First the meandering style of the narration was a slight distraction from the actual story line. The story starts out in the year of 1938 and then is moved into the year 1940 but then the the novel jumps back again to present a point and is fast forward back to the "present" day area of the novel. There are also moments of flashback into Brigit's page where readers see how she was converted, the meeting of her and Eamon, and many others. All this toing and froing makes reading and following the time line of events throughout the story a little confusing and makes the reading a bit complicated.

The second area of disappointment was in what I felt was a slight weirdness to the storyline. What I couldn't understand was that there were these five millennial vampires that were supposed to be some of the most powerful creatures of their kind, so why is it that they weren't able to deal with the Nazis in a much more thorough manner? There are explanations provided in the novel as to how the Germans have fortified themselves with Irish vampires hunters and other admirable hunters making them a bit of a stronger enemy then expected. However these millennials are supposed to be the supermen and women of the vampire race and yet they couldn't solve this Nazi problem.
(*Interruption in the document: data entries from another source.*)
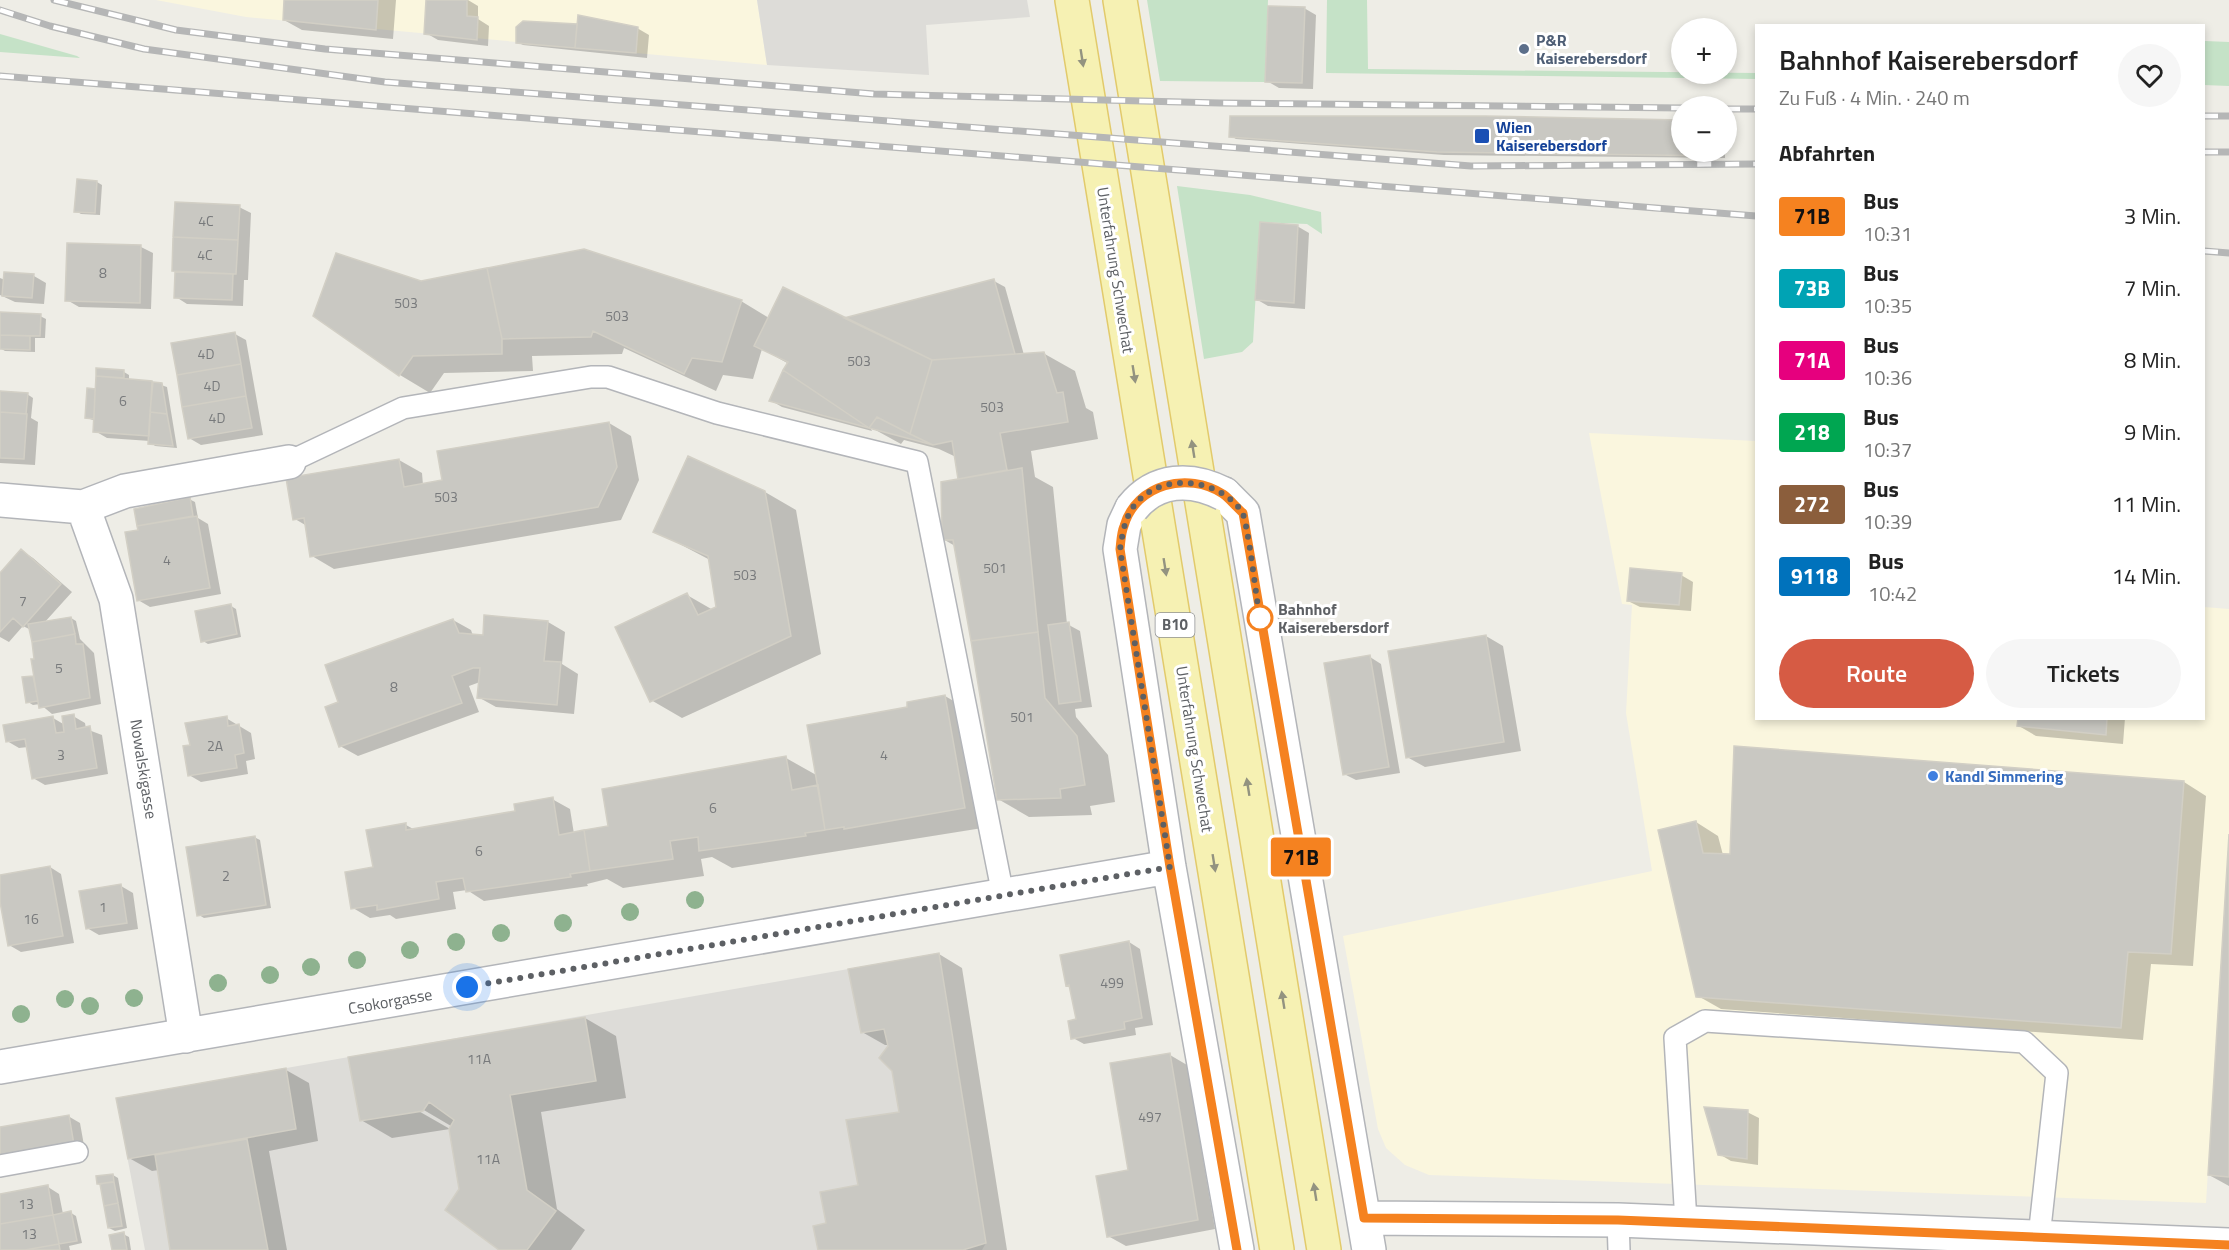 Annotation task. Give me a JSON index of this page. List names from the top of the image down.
{
  "streets": {
    "main road": ["Unterfahrung Schwechat", "B10"],
    "street": ["Nowalskigasse", "Csokorgasse"]
  },
  "crossings": [
    ["Nowalskigasse", "Csokorgasse"]
  ],
  "places": {
    "other": ["P&R Kaiserebersdorf", "Bahnhof Kaiserebersdorf", "Kandl Simmering"],
    "transit": ["Wien Kaiserebersdorf"]
  },
  "lines": ["bus line 71B"],
  "house_numbers": [
    "4C",
    "4C",
    "8",
    "503",
    "503",
    "4D",
    "503",
    "4D",
    "6",
    "503",
    "4D",
    "503",
    "4",
    "501",
    "503",
    "7",
    "5",
    "8",
    "501",
    "2A",
    "3",
    "4",
    "6",
    "6",
    "2",
    "1",
    "16",
    "499",
    "11A",
    "497",
    "11A",
    "13",
    "13"
  ],
  "page": {
    "on_map": "71B",
    "map_buttons": ["+", "−"],
    "heading": [
      ["Bahnhof Kaiserebersdorf", "Zu Fuß · 4 Min. · 240 m"],
      "Abfahrten"
    ],
    "list": [
      {
        "mark": "71B",
        "name": "Bus",
        "note": "10:31",
        "value": "3 Min."
      },
      {
        "mark": "73B",
        "name": "Bus",
        "note": "10:35",
        "value": "7 Min."
      },
      {
        "mark": "71A",
        "name": "Bus",
        "note": "10:36",
        "value": "8 Min."
      },
      {
        "mark": "218",
        "name": "Bus",
        "note": "10:37",
        "value": "9 Min."
      },
      {
        "mark": "272",
        "name": "Bus",
        "note": "10:39",
        "value": "11 Min."
      },
      {
        "mark": "9118",
        "name": "Bus",
        "note": "10:42",
        "value": "14 Min."
      }
    ],
    "buttons": ["Route", "Tickets"]
  }
} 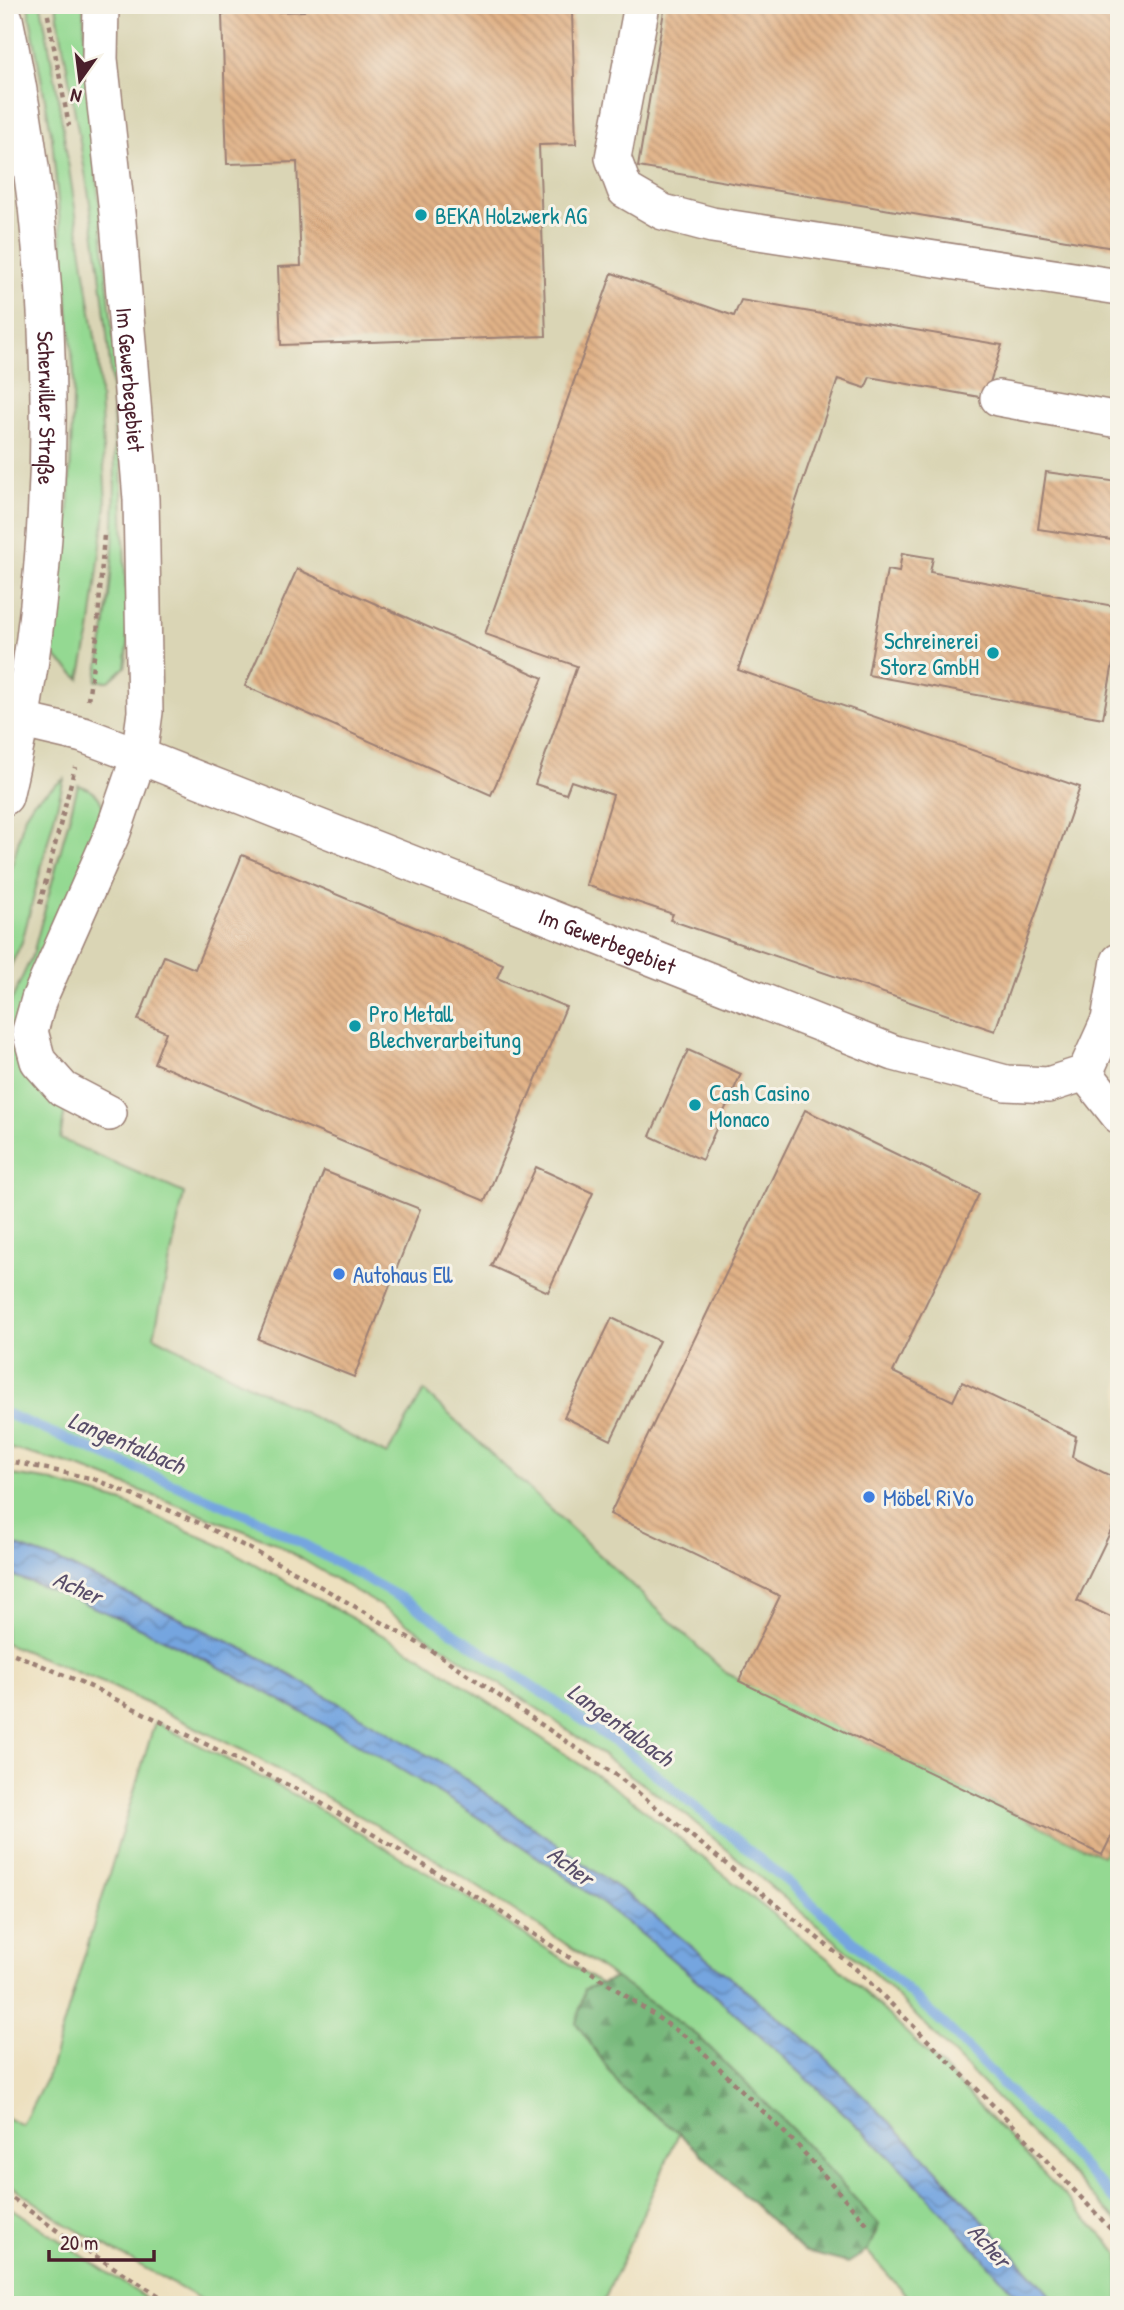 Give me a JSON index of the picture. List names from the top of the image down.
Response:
{
  "streets": {
    "street": ["Im Gewerbegebiet", "Scherwiller Straße"]
  },
  "crossings": [
    ["Im Gewerbegebiet", "Scherwiller Straße"]
  ],
  "water": ["Langentalbach", "Acher"],
  "places": [
    "BEKA Holzwerk AG",
    "Schreinerei Storz GmbH",
    "Pro Metall Blechverarbeitung",
    "Cash Casino Monaco",
    "Autohaus Ell",
    "Möbel RiVo"
  ],
  "scale_bar": "20 m",
  "north": "bottom"
} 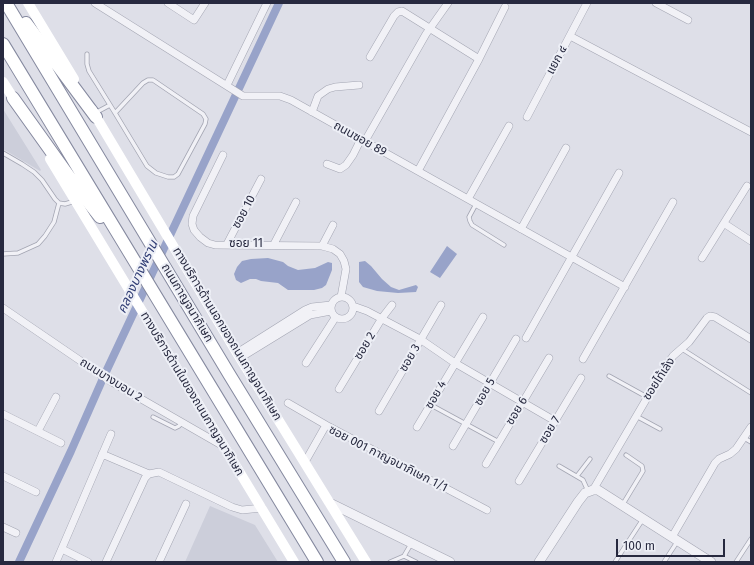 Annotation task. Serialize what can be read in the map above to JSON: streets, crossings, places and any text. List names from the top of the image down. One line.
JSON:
{"streets":{"highway":["ถนนกาญจนาภิเษก"],"main road":["ทางบริการด้านนอกของถนนกาญจนาภิเษก","ทางบริการด้านในของถนนกาญจนาภิเษก"],"street":["แยก ๔","ถนนซอย 89","ซอย 10","ซอย 11","ซอย 2","ซอย 3","ซอยไท้เล้ง","ถนนบางบอน 2","ซอย 5","ซอย 4","ซอย 6","ซอย 7","ซอย 001 กาญจนาภิเษก 1/1"]},"crossings":[["ซอย 10","ซอย 11"],["ทางบริการด้านนอกของถนนกาญจนาภิเษก","ซอย 001 กาญจนาภิเษก 1/1"],["ถนนบางบอน 2","ทางบริการด้านในของถนนกาญจนาภิเษก"]],"water":["คลองบางพราน"],"scale_bar":"100 m"}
The conditions in the story just didn't seem to add up for myself and it a big loophole.

Although there were some disappointments there are some positives as well. Sarah Jane Stratford's prose is elegant in spite of the previous mentioned drawbacks. The dialogue and characterization is done fairly well. The highlight of this story is that of the romance between Eamon and Brigit, in which readers learn of the beginning of this love story and to the present romance, all of this is done very captivating.

Midnight Guardian is a case of me expecting something that wasn't presented to me. The novel is packaged as a historical thriller with vampires which is a bit misleading as the central focus of this novel really appears to be the relationship between Brigit and Eamon, their past and the present. My experience might have been better if this novel was presented more as a historical romance with some action instead of the other way around.

In the end, I was expecting something else completely and therefore I could not fully enjoy the book as much as I would have liked to. Since this is supposed to be a series, I would still readily read the second book of the series to see where Stratford takes this series and what she does with the ending of this book. I would also like to see how her writing progresses in her sophomore novel.


book review said...

great novel..

Donna said...

I agree with all your points here. It took me awhile to get into this one also. I enjoyed Ms. Stratford's writing style. I'm curious if the next book will be about Mors.

Great review!

The Reader said...

Thanks Donna, the story structure did take some shine away from the story. I would also like to get to know more about Mors. Hopefully the next book might satisfy us to a greater extent.